The protocol will operate in cases in which the Courts in Scotland, and England and Wales, are involved.
It will allow for the prompt exchange of key information about any existing proceedings, and the legal options available to the court in each jurisdiction.
The protocol is intended to ensure that cases with a cross-border dimension are dealt with promptly and efficiently.
The protocol, which was signed on 24 July 2018 by Sir James Munby and Lord Carloway will take effect immediately.
Sir James said: “At a time when child proceedings increasingly involve a cross-border element, this protocol will facilitate cross-border judicial co-operation, thereby assisting the prompt and efficient progress of cases”
A supplementary handbook, see link below, has also been published, with contributions by Scottish and English QCs, to provide judges with a short summary of the law relating to children in Scotland, England and Wales.
Notes for Editors
This judicial protocol formalises arrangements which have been in place for some time between the senior family law judges in the Royal Courts of Justice and in the Court of Session in Scotland.
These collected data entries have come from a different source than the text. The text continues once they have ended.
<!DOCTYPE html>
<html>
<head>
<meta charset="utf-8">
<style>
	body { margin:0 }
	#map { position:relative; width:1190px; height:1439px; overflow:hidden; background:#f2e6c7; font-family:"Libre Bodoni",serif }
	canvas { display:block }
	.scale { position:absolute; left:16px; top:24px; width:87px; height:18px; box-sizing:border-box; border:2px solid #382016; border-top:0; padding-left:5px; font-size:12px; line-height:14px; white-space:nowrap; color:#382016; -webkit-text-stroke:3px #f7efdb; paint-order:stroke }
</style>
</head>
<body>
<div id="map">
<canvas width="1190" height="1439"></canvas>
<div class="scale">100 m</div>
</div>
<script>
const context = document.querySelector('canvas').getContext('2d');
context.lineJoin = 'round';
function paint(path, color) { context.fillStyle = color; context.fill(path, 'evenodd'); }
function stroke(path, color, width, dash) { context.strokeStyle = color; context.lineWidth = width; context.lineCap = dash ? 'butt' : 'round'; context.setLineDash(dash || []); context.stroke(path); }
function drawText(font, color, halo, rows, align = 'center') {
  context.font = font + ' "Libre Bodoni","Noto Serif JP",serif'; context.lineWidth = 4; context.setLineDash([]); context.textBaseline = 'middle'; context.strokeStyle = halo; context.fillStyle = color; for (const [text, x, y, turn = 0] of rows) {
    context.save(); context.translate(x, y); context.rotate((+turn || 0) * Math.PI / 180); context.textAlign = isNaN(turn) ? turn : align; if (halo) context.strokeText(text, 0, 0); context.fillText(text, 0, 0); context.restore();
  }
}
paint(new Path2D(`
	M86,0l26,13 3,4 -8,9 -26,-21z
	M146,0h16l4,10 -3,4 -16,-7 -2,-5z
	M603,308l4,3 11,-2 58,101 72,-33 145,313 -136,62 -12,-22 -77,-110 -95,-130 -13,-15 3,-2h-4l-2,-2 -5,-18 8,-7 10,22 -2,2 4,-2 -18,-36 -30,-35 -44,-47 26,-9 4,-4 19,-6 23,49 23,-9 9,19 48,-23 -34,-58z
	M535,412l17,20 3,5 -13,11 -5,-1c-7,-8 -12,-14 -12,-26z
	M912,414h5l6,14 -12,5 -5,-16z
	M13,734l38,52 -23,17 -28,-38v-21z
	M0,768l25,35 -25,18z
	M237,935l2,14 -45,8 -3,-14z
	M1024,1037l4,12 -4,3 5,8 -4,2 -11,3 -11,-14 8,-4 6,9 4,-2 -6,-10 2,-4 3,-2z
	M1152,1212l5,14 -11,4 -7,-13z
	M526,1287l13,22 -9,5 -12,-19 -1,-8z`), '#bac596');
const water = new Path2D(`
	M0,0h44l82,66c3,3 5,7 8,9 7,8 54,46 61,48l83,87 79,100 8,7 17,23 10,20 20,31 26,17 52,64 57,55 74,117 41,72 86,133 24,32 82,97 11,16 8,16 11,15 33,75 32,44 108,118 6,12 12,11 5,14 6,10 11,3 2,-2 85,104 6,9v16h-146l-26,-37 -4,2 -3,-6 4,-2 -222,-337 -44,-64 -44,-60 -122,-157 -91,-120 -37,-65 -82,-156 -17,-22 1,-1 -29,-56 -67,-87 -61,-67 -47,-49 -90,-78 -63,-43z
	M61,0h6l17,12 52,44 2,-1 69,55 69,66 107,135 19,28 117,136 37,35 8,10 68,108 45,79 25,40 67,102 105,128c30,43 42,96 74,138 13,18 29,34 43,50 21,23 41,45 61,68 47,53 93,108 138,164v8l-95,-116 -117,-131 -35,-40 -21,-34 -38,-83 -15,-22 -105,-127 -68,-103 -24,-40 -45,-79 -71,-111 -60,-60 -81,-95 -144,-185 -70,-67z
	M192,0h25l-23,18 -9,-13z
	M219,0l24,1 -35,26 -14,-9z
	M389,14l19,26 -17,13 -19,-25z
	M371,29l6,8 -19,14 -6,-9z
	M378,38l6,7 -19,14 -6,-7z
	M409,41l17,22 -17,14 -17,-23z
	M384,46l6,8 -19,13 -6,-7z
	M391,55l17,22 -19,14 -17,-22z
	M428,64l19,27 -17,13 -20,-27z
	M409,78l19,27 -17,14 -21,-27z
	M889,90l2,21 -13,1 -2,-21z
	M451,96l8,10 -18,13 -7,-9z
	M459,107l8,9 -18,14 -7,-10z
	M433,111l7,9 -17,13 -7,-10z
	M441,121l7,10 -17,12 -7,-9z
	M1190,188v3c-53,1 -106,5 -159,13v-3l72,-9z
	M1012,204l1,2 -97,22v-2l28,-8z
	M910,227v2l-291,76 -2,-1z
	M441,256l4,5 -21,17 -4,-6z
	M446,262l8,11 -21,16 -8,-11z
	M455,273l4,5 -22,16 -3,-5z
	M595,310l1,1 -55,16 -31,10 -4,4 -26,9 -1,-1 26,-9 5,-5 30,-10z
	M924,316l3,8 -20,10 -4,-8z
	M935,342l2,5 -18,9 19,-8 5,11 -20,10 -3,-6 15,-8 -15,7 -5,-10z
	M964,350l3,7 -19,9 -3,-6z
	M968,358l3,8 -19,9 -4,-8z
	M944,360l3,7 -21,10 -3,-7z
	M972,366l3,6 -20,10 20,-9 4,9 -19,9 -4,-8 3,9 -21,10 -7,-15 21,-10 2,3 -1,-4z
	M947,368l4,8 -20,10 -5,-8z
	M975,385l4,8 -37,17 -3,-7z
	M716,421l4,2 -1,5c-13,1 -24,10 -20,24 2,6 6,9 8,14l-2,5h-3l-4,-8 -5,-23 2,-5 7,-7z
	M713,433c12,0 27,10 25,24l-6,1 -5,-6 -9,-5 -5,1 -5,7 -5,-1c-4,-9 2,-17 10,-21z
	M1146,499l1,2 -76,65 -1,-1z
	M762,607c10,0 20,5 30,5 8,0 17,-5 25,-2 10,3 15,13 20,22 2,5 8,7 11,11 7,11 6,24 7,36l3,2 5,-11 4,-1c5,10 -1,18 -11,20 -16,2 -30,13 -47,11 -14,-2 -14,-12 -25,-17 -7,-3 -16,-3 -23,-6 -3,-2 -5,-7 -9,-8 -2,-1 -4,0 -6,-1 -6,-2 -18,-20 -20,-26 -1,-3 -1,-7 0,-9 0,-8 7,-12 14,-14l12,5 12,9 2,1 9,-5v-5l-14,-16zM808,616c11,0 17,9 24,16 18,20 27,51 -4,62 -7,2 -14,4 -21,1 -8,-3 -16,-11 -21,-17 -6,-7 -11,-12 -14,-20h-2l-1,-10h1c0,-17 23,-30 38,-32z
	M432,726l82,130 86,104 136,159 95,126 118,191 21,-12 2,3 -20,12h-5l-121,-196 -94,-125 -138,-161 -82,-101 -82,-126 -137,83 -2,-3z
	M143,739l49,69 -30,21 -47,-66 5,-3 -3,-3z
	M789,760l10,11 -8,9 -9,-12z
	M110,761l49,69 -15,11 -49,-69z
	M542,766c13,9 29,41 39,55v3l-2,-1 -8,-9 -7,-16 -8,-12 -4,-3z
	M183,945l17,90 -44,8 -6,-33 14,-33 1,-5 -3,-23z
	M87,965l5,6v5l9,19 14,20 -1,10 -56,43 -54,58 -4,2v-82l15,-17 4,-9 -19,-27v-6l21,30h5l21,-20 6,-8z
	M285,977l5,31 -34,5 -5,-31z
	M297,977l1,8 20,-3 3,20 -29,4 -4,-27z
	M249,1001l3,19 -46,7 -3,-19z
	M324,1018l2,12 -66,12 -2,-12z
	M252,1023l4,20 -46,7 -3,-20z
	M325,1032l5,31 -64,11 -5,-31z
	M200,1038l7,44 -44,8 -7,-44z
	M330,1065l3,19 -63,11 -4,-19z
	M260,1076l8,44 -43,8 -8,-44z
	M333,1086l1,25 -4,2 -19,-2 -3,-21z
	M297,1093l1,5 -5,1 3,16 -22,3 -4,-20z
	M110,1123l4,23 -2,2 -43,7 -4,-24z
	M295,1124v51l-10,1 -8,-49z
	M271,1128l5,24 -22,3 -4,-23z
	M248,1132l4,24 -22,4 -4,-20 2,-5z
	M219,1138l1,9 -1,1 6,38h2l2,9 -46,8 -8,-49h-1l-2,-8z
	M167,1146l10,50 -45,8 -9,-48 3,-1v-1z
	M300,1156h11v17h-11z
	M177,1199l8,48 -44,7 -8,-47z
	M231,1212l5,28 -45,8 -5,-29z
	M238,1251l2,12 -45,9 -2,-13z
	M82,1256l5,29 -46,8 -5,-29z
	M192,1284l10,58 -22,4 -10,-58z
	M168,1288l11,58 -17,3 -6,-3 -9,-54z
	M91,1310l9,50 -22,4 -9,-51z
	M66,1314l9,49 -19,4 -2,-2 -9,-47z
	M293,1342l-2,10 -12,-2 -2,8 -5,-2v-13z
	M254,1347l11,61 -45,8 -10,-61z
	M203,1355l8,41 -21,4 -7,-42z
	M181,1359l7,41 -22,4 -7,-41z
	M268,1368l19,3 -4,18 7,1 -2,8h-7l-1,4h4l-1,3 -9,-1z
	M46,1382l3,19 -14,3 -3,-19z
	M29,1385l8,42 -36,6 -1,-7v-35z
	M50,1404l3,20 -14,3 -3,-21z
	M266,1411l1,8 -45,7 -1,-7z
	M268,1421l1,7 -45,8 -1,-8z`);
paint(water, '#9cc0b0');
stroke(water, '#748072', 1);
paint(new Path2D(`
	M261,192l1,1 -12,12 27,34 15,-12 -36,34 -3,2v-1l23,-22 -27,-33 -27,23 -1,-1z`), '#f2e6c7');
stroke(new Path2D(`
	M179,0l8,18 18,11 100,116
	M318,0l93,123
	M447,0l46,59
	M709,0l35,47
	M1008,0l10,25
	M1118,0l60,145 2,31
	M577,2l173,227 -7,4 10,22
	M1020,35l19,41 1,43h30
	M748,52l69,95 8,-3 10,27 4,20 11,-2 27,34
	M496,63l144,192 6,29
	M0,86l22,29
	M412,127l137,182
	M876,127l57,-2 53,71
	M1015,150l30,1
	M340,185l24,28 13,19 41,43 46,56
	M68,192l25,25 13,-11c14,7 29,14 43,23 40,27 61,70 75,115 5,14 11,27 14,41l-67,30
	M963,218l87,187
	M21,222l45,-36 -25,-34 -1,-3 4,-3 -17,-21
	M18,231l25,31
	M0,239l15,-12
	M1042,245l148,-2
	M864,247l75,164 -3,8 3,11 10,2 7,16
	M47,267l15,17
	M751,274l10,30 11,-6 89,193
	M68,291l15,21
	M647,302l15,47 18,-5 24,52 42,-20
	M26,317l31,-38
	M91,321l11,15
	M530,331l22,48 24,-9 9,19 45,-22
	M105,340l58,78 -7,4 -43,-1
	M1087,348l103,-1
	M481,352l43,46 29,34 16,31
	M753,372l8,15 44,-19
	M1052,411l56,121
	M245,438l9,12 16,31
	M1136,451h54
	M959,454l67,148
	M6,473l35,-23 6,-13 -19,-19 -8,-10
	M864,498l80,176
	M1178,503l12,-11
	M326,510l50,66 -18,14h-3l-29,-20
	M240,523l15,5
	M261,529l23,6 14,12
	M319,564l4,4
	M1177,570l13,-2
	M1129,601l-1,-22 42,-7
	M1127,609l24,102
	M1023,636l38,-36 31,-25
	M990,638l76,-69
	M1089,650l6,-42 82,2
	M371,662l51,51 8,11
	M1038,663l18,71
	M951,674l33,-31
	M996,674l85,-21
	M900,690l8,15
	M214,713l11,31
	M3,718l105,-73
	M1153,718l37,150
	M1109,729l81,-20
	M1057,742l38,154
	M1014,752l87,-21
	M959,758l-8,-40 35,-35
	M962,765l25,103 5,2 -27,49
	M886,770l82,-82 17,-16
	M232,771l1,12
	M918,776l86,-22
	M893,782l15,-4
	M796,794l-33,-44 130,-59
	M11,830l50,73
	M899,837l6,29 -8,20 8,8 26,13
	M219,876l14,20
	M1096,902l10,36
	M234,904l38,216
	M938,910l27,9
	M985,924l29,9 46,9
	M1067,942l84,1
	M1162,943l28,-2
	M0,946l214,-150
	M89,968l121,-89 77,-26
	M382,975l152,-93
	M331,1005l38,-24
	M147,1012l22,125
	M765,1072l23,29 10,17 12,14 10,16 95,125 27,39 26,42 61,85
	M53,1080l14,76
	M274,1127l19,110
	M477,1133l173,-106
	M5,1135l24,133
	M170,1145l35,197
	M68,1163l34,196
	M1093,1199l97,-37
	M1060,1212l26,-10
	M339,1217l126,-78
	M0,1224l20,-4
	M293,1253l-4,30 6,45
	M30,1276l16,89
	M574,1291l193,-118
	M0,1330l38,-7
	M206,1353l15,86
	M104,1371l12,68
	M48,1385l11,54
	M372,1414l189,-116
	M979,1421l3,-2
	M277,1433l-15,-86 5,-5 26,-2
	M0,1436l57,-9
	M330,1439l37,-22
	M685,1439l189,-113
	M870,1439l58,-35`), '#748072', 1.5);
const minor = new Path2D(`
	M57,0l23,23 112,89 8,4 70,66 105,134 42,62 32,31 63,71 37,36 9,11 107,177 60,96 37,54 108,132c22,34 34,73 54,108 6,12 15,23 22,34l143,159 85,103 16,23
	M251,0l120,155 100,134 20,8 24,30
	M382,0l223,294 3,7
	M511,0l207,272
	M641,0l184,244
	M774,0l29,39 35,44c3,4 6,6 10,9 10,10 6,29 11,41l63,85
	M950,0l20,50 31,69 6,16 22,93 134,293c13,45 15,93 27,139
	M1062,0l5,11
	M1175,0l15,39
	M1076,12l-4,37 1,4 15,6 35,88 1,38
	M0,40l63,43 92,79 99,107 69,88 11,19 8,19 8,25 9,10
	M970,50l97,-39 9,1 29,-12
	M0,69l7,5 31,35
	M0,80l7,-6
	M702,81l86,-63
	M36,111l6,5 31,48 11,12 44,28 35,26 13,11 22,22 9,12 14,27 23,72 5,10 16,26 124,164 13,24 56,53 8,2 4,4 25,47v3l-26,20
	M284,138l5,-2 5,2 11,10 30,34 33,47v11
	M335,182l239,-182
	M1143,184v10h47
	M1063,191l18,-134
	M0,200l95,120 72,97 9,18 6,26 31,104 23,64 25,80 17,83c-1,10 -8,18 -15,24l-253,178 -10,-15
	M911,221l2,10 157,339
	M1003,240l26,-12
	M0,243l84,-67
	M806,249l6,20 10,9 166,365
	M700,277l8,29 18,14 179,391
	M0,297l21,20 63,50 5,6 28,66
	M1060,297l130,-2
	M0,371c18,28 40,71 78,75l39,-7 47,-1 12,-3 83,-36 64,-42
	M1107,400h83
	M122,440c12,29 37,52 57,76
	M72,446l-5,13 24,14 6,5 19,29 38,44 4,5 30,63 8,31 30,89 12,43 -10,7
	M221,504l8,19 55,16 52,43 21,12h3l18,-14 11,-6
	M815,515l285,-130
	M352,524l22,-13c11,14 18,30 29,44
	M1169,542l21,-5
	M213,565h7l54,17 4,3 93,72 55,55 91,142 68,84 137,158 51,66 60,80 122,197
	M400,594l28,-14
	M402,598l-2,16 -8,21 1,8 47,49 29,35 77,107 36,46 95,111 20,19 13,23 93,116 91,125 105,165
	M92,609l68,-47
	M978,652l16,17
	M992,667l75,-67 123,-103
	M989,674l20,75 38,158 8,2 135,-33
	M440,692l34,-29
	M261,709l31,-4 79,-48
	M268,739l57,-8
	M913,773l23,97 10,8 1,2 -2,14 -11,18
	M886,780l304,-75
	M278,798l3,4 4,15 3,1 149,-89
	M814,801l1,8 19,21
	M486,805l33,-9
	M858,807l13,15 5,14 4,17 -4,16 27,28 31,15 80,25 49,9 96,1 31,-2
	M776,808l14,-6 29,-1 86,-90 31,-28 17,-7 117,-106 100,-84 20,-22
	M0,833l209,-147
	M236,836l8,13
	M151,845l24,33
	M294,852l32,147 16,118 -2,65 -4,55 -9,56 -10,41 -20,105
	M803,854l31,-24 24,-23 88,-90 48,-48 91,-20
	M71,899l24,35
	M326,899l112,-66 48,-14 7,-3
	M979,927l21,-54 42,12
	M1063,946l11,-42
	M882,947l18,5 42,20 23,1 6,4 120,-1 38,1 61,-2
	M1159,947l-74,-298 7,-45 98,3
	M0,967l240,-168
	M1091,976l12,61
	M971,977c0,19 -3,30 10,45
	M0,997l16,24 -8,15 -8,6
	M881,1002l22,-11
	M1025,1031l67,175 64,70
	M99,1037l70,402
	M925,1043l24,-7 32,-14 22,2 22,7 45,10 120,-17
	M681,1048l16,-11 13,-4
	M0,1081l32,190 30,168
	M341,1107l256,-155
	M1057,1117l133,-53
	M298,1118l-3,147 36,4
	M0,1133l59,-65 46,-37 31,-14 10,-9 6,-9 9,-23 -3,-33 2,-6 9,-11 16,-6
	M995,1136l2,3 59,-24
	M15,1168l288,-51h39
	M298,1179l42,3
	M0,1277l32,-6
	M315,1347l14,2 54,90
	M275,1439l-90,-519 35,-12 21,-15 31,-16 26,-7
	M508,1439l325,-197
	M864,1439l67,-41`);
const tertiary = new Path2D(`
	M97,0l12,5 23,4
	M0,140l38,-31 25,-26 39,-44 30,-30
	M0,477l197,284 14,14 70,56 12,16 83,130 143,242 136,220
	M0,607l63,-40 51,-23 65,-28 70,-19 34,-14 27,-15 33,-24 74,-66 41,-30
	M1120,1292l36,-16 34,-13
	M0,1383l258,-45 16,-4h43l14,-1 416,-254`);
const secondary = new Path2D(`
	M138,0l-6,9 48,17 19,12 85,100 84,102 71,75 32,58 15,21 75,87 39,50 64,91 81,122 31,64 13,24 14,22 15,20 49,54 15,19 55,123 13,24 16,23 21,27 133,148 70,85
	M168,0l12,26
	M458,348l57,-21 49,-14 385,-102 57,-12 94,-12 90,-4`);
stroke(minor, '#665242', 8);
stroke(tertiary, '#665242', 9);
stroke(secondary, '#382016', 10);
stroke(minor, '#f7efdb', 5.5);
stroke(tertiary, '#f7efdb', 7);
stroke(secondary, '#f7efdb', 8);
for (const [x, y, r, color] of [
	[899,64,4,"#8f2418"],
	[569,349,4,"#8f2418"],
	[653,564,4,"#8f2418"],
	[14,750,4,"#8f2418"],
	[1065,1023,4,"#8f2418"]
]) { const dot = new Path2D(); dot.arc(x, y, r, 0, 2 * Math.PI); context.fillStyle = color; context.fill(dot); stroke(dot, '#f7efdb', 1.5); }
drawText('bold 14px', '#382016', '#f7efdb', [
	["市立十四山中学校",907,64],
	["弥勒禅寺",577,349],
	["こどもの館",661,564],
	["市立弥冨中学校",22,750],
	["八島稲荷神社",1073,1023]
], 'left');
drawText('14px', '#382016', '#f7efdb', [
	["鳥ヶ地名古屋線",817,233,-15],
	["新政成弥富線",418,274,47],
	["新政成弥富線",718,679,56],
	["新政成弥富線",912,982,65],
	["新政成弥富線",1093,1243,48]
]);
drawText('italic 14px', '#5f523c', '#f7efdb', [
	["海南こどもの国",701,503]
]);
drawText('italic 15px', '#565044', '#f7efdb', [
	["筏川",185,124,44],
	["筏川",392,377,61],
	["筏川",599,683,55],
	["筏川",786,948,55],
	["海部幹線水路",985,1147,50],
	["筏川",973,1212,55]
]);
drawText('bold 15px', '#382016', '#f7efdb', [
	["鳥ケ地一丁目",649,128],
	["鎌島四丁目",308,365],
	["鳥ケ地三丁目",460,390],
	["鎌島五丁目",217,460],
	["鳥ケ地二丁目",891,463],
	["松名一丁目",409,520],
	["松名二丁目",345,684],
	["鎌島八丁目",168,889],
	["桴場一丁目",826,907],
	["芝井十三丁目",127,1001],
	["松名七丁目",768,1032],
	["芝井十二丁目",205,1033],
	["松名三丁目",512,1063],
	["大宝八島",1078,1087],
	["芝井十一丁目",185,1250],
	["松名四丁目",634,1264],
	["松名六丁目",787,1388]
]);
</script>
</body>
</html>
Under the protocol, a judge dealing with a cross-border case will be able to make a request for information to the designated liaison judge in his own jurisdiction, who in turn can seek information from his opposite number. Judges should be able to establish what is happening in the alternative jurisdiction – for example whether proceedings have been raised, what orders have been granted, and what remedies are available. The protocol was drafted by a group of senior family law judges, from Scotland and England & Wales. The handbook, with chapters provided by Scottish and English QCs, will provide a helpful starting point for a judge dealing with a cross-border case.